Expanding opportunities: Text Data Mining with Newspapers

In late February 2023, the Leddy Library’s Academic Data Centre at the University of Windsor hosted a workshop series called RDM & TDM in JupyterHub with Newspapers. TDM is an acronym for Text Data Mining (TDM) and one increasingly common approach to TDM highlighted in the workshop is the use of Optical Character Recognition (OCR) from newspapers for text processing. The imagery for several of the newspaper titles used for the workshop was improved to raise the OCR accuracy levels to better serve TDM technologies.

First observed with  the Feb. 4, 1892 edition of the Comber Herald, initial tests with Topaz suggested a 20% improvement in OCR accuracy. This past year has seen the entire collection reprocessed, which allowed the Herald to be included in the corpus for a TDM workshop held at the Leddy Library.
Another sample from 2021, this time the Sept. 22, 1971 edition of the Essex Times. Like the Herald, the Times was completely processed this past year with Topaz.
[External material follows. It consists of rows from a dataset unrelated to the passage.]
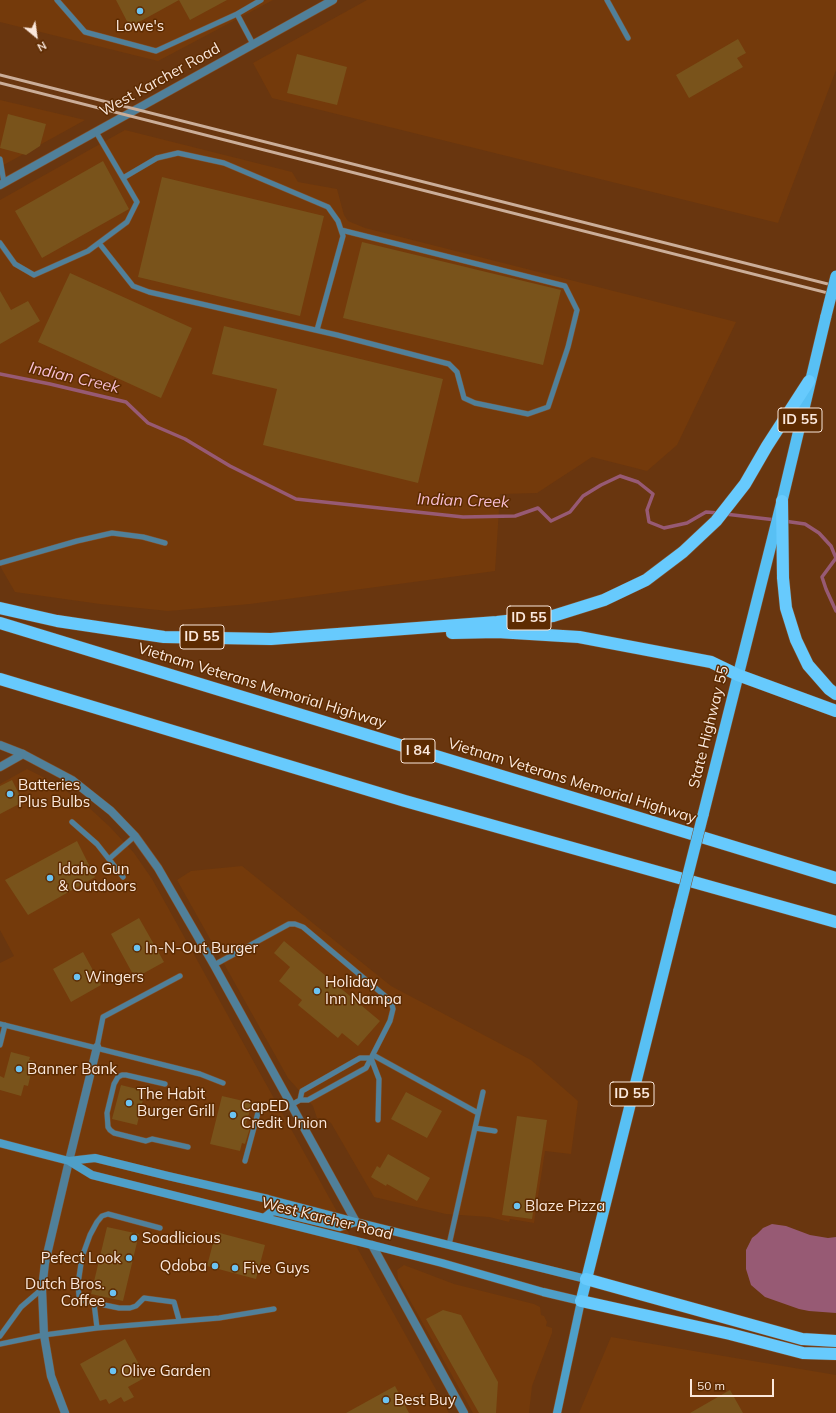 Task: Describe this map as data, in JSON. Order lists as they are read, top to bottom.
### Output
{
  "streets": {
    "highway": [
      "ID 55",
      "Vietnam Veterans Memorial Highway",
      "State Highway 55",
      "I 84"
    ],
    "main road": ["West Karcher Road"]
  },
  "crossings": [
    ["West Karcher Road", "State Highway 55"],
    ["ID 55", "State Highway 55"]
  ],
  "water": ["Indian Creek"],
  "places": [
    "Lowe's",
    "Batteries Plus Bulbs",
    "Idaho Gun & Outdoors",
    "In-N-Out Burger",
    "Wingers",
    "Holiday Inn Nampa",
    "Banner Bank",
    "The Habit Burger Grill",
    "CapED Credit Union",
    "Blaze Pizza",
    "Soadlicious",
    "Pefect Look",
    "Qdoba",
    "Five Guys",
    "Dutch Bros. Coffee",
    "Olive Garden",
    "Best Buy"
  ],
  "scale_bar": "50 m",
  "north": "bottom right"
} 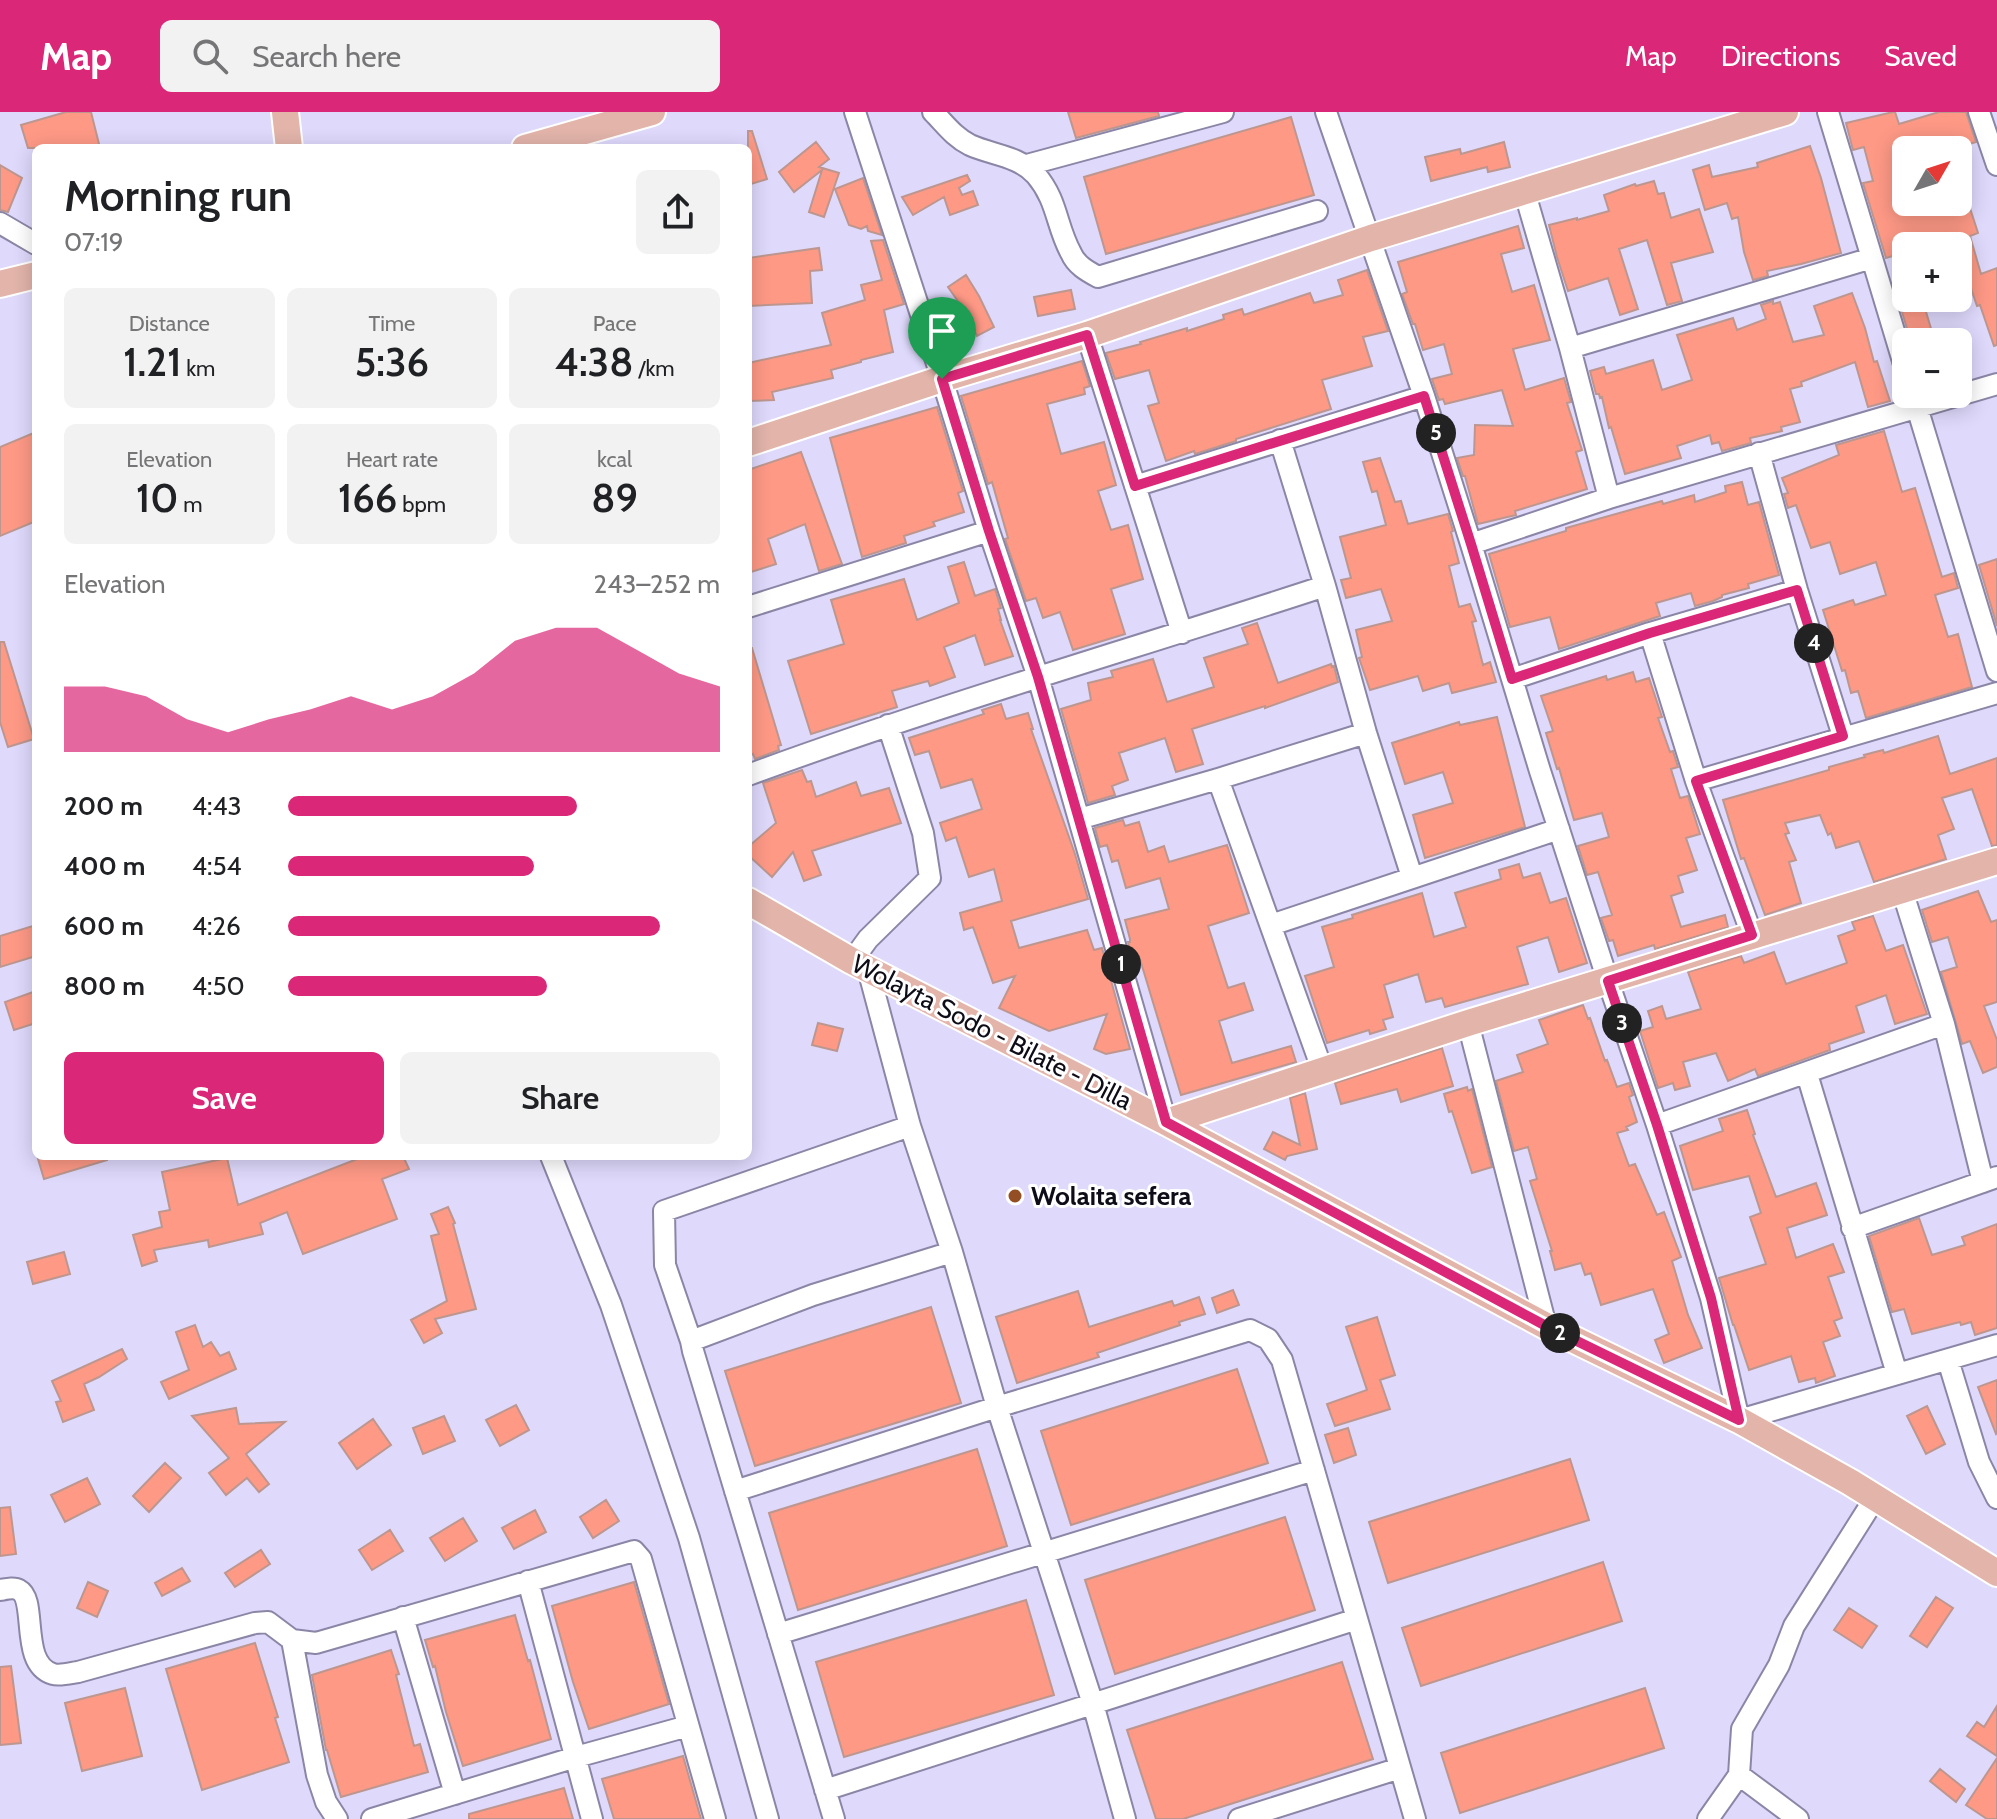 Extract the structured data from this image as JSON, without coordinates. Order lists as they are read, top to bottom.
{
  "streets": {
    "main road": ["Wolayta Sodo - Bilate - Dilla"]
  },
  "places": ["Wolaita sefera"],
  "north": "top right",
  "page": {
    "header": "Map",
    "search": "Search here",
    "nav": ["Map", "Directions", "Saved"],
    "map_buttons": ["+", "−"],
    "heading": ["Morning run", "07:19"],
    "stats": [
      ["Distance", "1.21 km"],
      ["Time", "5:36"],
      ["Pace", "4:38 /km"],
      ["Elevation", "10 m"],
      ["Heart rate", "166 bpm"],
      ["kcal", "89"]
    ],
    "pins": [
      "5",
      "4",
      "1",
      "3",
      "2"
    ],
    "chart": ["Elevation", "243–252 m"],
    "list": [
      {
        "name": "200 m",
        "note": "4:43"
      },
      {
        "name": "400 m",
        "note": "4:54"
      },
      {
        "name": "600 m",
        "note": "4:26"
      },
      {
        "name": "800 m",
        "note": "4:50"
      }
    ],
    "buttons": ["Save", "Share"]
  }
}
The series was funded with a grant from Compute Ontario and showcased OurDigitalWorld’s extensive history with newspaper digitization, as well as its long-standing partnership with the University of Windsor. The growing interest in TDM among Ontario libraries was further confirmed by a Colloquium on TDM in Libraries event held at the University of Toronto in early May 2023. The use of newspapers for TDM was a major theme for the colloquium and a common strategy was identified where newspaper collections become substantial data assets for text processing.

ODW collections not only formed the basis of the Windsor workshop series, a subsequent data challenge using the newspaper collection was launched in March, which featured a collaboration with Hackforge, and a kick-off event at the LaSalle public library in partnership with the Essex County Library System. The Compute Ontario grant that supported these activities also provided funding for two graduate students, Akram Vasighizaker and Sumaiya Deen Muhammad, to carry out original research and the results are publicly available on the workshop github site.

TDM is an exciting new direction for newspaper digitization and represents a convergence between recent advances in artificial intelligence (AI) and machine learning with what is frequently the most extensive record of a community’s past, the local newspaper. Unique insights into the past and identifying trends and patterns are enhanced with the power of TDM and digitized newspapers, and it is hoped that ODW can continue to help libraries contribute to this promising area of research.

What’s new with VITA 6.4

VITA Digital Collections Toolkit was upgraded in September 2022, making it easier for user to provide better attribution and search results. This version upgrade means users can automatically assign copyright labels, process text items with OCR and hit highlighting, and share improved display for linked index records and more…

Exciting new changes include:

  • digital files uploaded as category “page” can automatically generate OCR and apply hit highlighting to search results – great for newspaper issues, documents, even headstone photos!
  • copyright holder statements can be automatically applied to serial publications 95 years old or younger (here’s how)
  • index records with links to digital pages will now display the linked page image in the details panel instead of the sidebar
  • personal information and cookies policy statements are now available for both VITA users and the public
  • apply “section” fields for non-newspaper pages e.g. Chapter headings
  • updated “help” for on-screen support (and correlating MAP updates)

Want to stay up to date with VITA Toolkit news? Use the subscription form on the home page of the VITA Help site.

Pilot: Handwritten Character Recognition (HCR)

As part of our digitization post production services, ODW has been achieving excellent results processing handwritten materials with Google’s Optical Character Recognition software. For a pilot project, we processed approximately 1120 duplex pages of pre-1910 handwritten Parish registers (births, marriages, deaths, mainly baptisms) digitized from public-use microfilm. Despite the quality of the images (scratched film and high contrast photography) the page images were split, deskewed, cropped and run through the  OCR software for some very rewarding results.

Applying this to our ongoing work with the Federated Women’s Institutes of Ontario (FWIO), we processed a recent batch of scrapbooks from the Grace Patterson Branch to provide full text search of the entire contents whether handwritten or typed. For all-in-one projects we will continue to apply the HCR software

Moving forward, we intend to experiment with Microsoft’s Azure HCR support which may be surpassing Google’s project — definitely worth trying to compare some pages! The development of HCR is burgeoning at companies like Google and Microsoft, so we can expect progressively better results over time.